Data for this task —
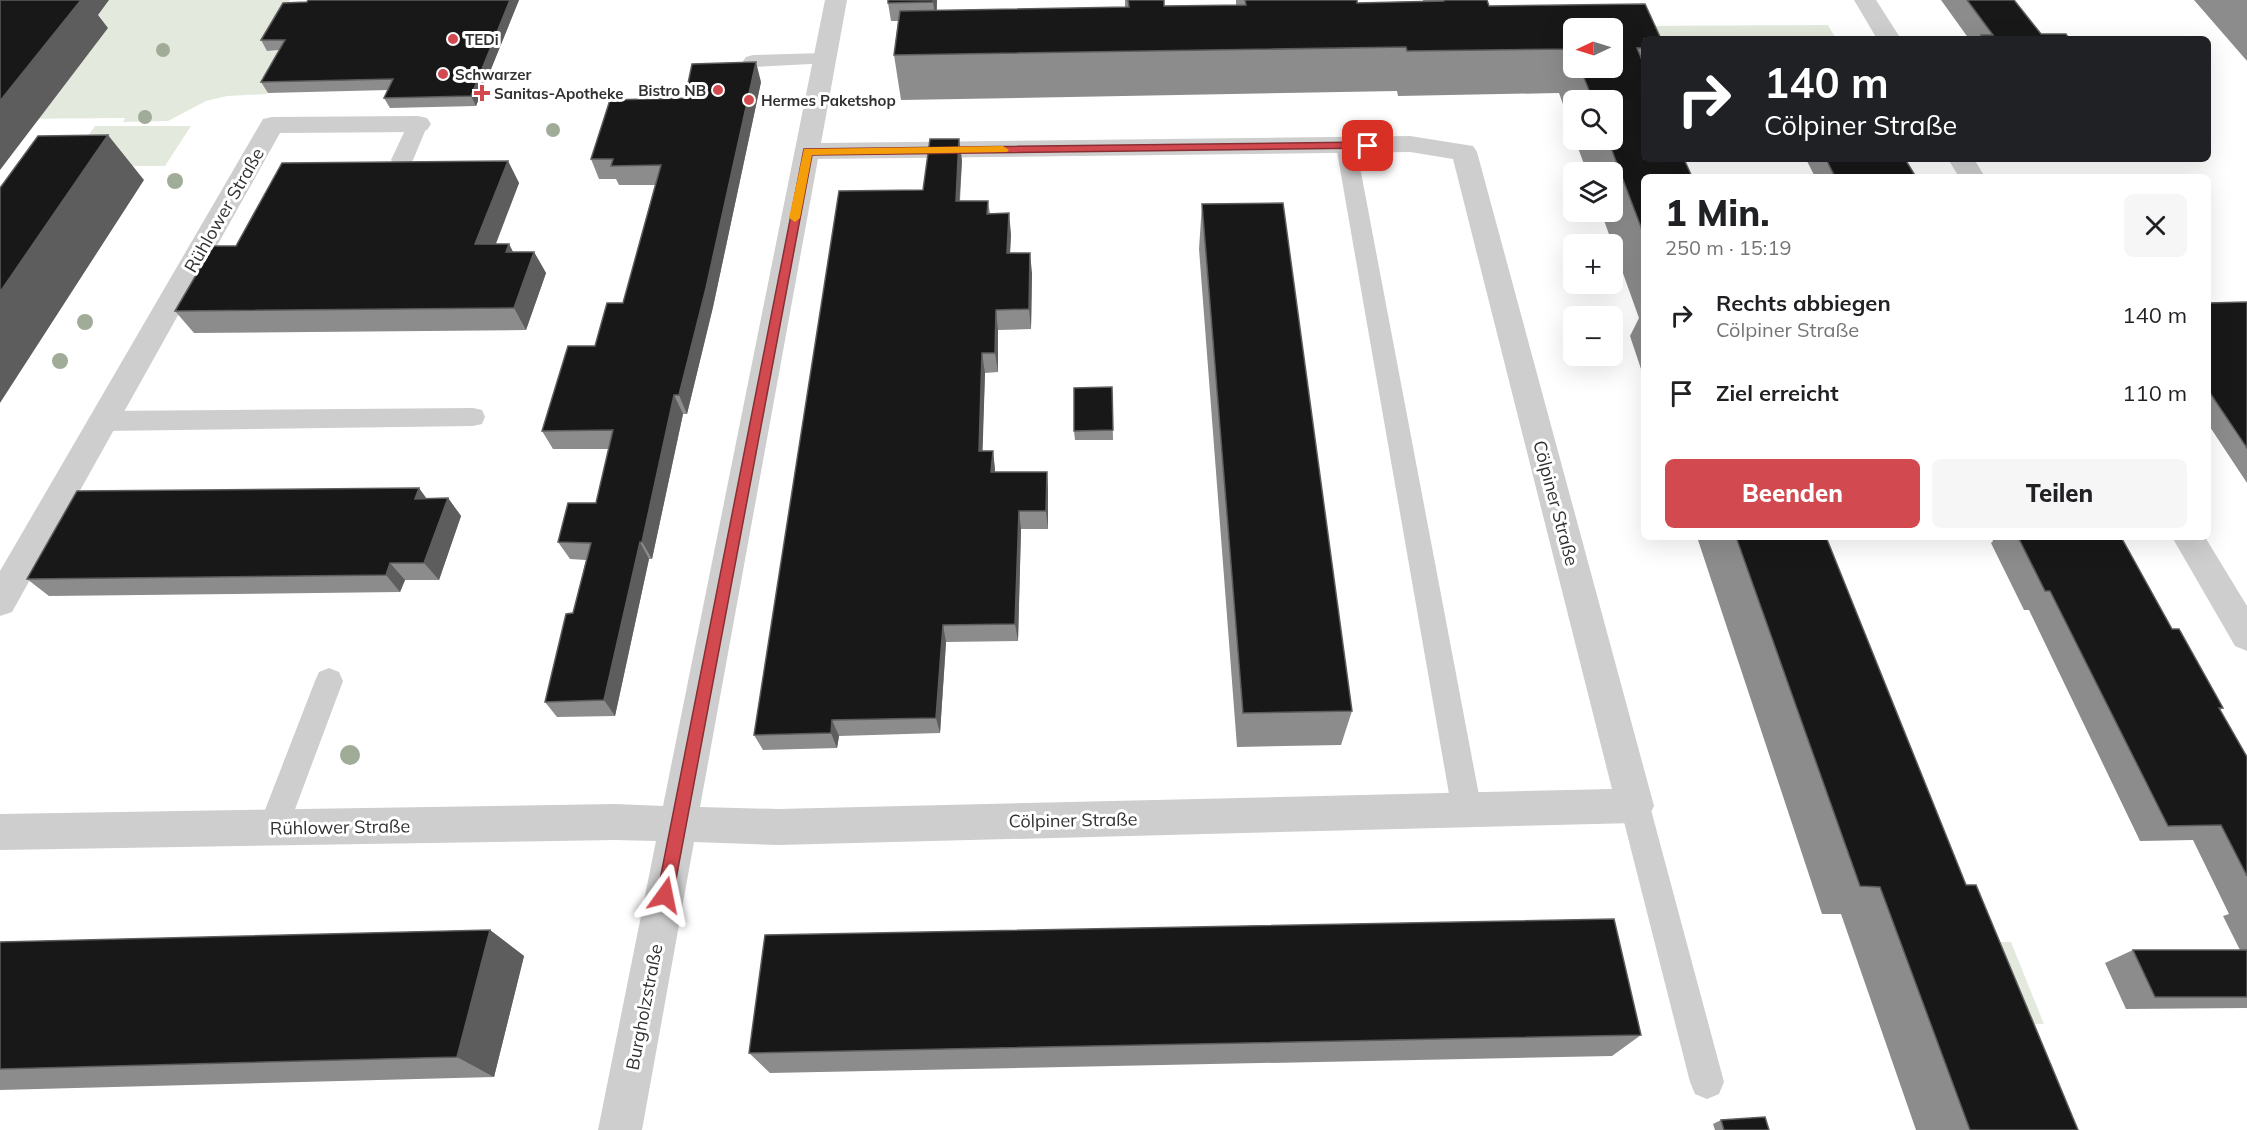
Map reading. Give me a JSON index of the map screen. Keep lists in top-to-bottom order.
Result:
{
  "streets": {
    "street": ["Rühlower Straße", "Cölpiner Straße", "Burgholzstraße"]
  },
  "crossings": [
    ["Rühlower Straße", "Cölpiner Straße"],
    ["Rühlower Straße", "Burgholzstraße"],
    ["Cölpiner Straße", "Burgholzstraße"]
  ],
  "places": {
    "other": [
      "TEDi",
      "Schwarzer",
      "Bistro NB",
      "Hermes Paketshop"
    ],
    "health": ["Sanitas-Apotheke"]
  },
  "north": "left",
  "page": {
    "map_buttons": ["+", "−"],
    "turn": ["140 m", "Cölpiner Straße"],
    "heading": ["1 Min.", "250 m · 15:19"],
    "list": [
      {
        "name": "Rechts abbiegen",
        "note": "Cölpiner Straße",
        "value": "140 m"
      },
      {
        "name": "Ziel erreicht",
        "value": "110 m"
      }
    ],
    "buttons": ["Beenden", "Teilen"]
  }
}
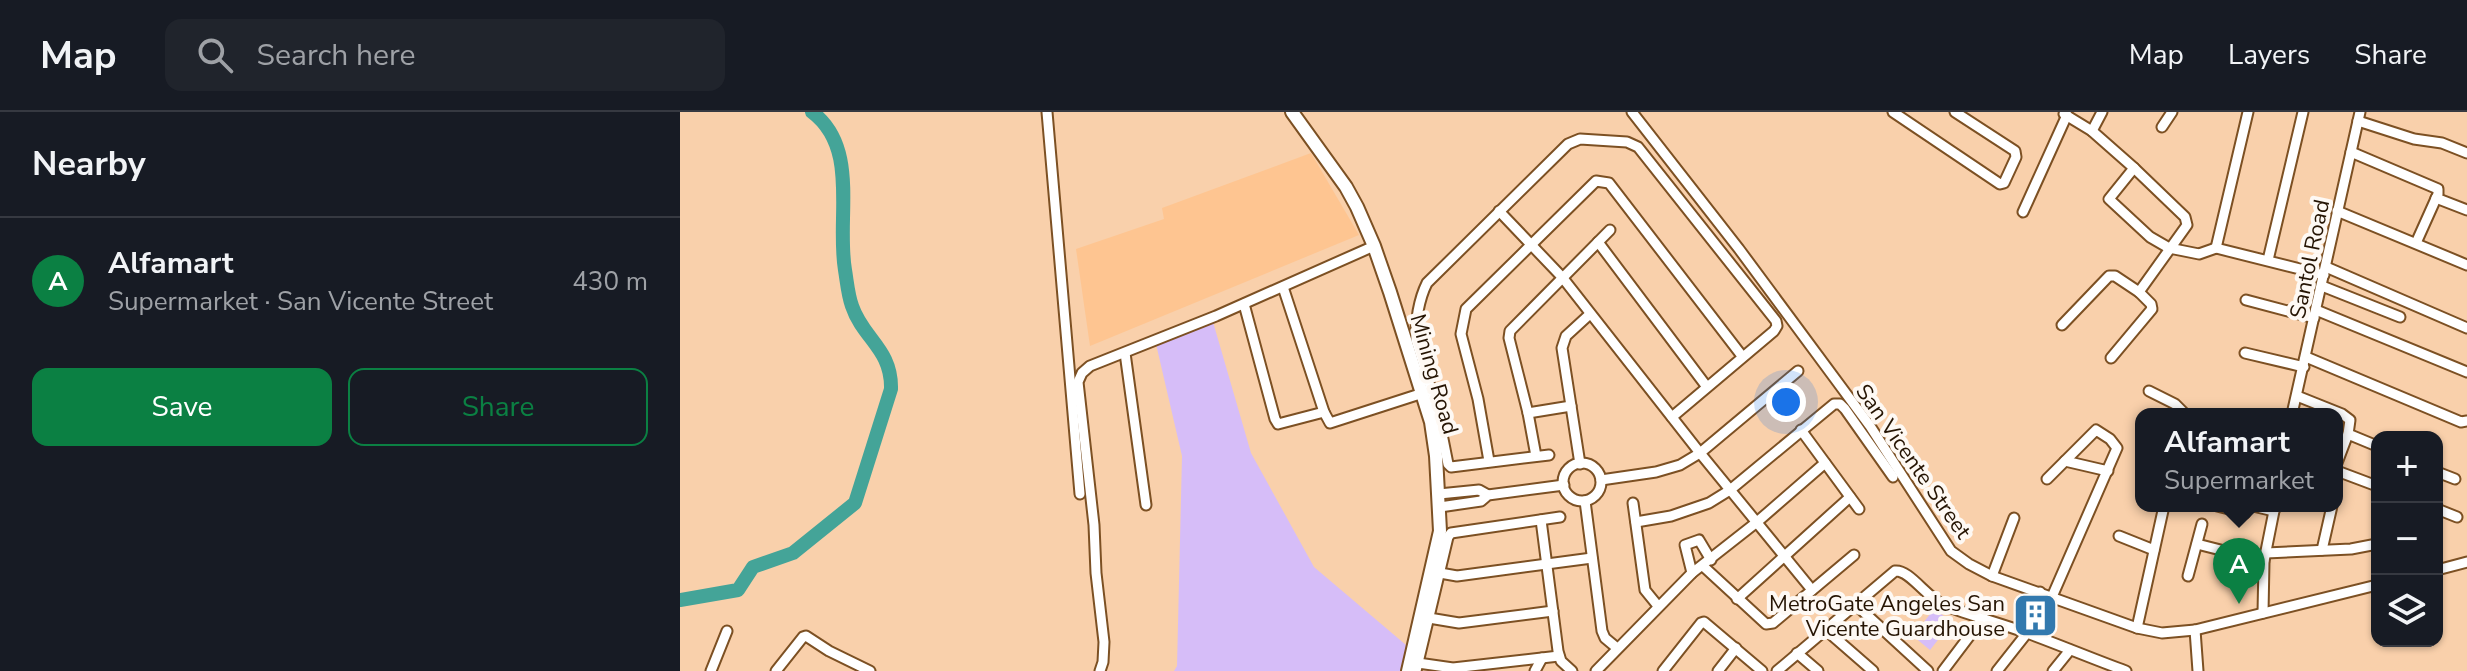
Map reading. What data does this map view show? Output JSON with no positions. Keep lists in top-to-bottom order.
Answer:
{
  "streets": {
    "street": ["Santol Road", "Mining Road", "San Vicente Street"]
  },
  "places": {
    "building": ["MetroGate Angeles San Vicente Guardhouse"]
  },
  "page": {
    "header": "Map",
    "search": "Search here",
    "nav": ["Map", "Layers", "Share"],
    "heading": "Nearby",
    "list": [
      {
        "mark": "A",
        "name": "Alfamart",
        "note": "Supermarket · San Vicente Street",
        "value": "430 m"
      }
    ],
    "buttons": ["Save", "Share"],
    "popup": ["Alfamart", "Supermarket"],
    "map_buttons": ["+", "−"],
    "pins": "A"
  }
}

Your assignment — Retype the listing exactly. Leave out its pictures.

Exercise answer —
Map reading. Give me a JSON index of the map screen. Keep lists in top-to-bottom order.
Result:
{
  "streets": {
    "street": ["Rühlower Straße", "Cölpiner Straße", "Burgholzstraße"]
  },
  "crossings": [
    ["Rühlower Straße", "Cölpiner Straße"],
    ["Rühlower Straße", "Burgholzstraße"],
    ["Cölpiner Straße", "Burgholzstraße"]
  ],
  "places": {
    "other": [
      "TEDi",
      "Schwarzer",
      "Bistro NB",
      "Hermes Paketshop"
    ],
    "health": ["Sanitas-Apotheke"]
  },
  "north": "left",
  "page": {
    "map_buttons": ["+", "−"],
    "turn": ["140 m", "Cölpiner Straße"],
    "heading": ["1 Min.", "250 m · 15:19"],
    "list": [
      {
        "name": "Rechts abbiegen",
        "note": "Cölpiner Straße",
        "value": "140 m"
      },
      {
        "name": "Ziel erreicht",
        "value": "110 m"
      }
    ],
    "buttons": ["Beenden", "Teilen"]
  }
}
Map reading. What data does this map view show? Output JSON with no positions. Keep lists in top-to-bottom order.
Answer:
{
  "streets": {
    "street": ["Santol Road", "Mining Road", "San Vicente Street"]
  },
  "places": {
    "building": ["MetroGate Angeles San Vicente Guardhouse"]
  },
  "page": {
    "header": "Map",
    "search": "Search here",
    "nav": ["Map", "Layers", "Share"],
    "heading": "Nearby",
    "list": [
      {
        "mark": "A",
        "name": "Alfamart",
        "note": "Supermarket · San Vicente Street",
        "value": "430 m"
      }
    ],
    "buttons": ["Save", "Share"],
    "popup": ["Alfamart", "Supermarket"],
    "map_buttons": ["+", "−"],
    "pins": "A"
  }
}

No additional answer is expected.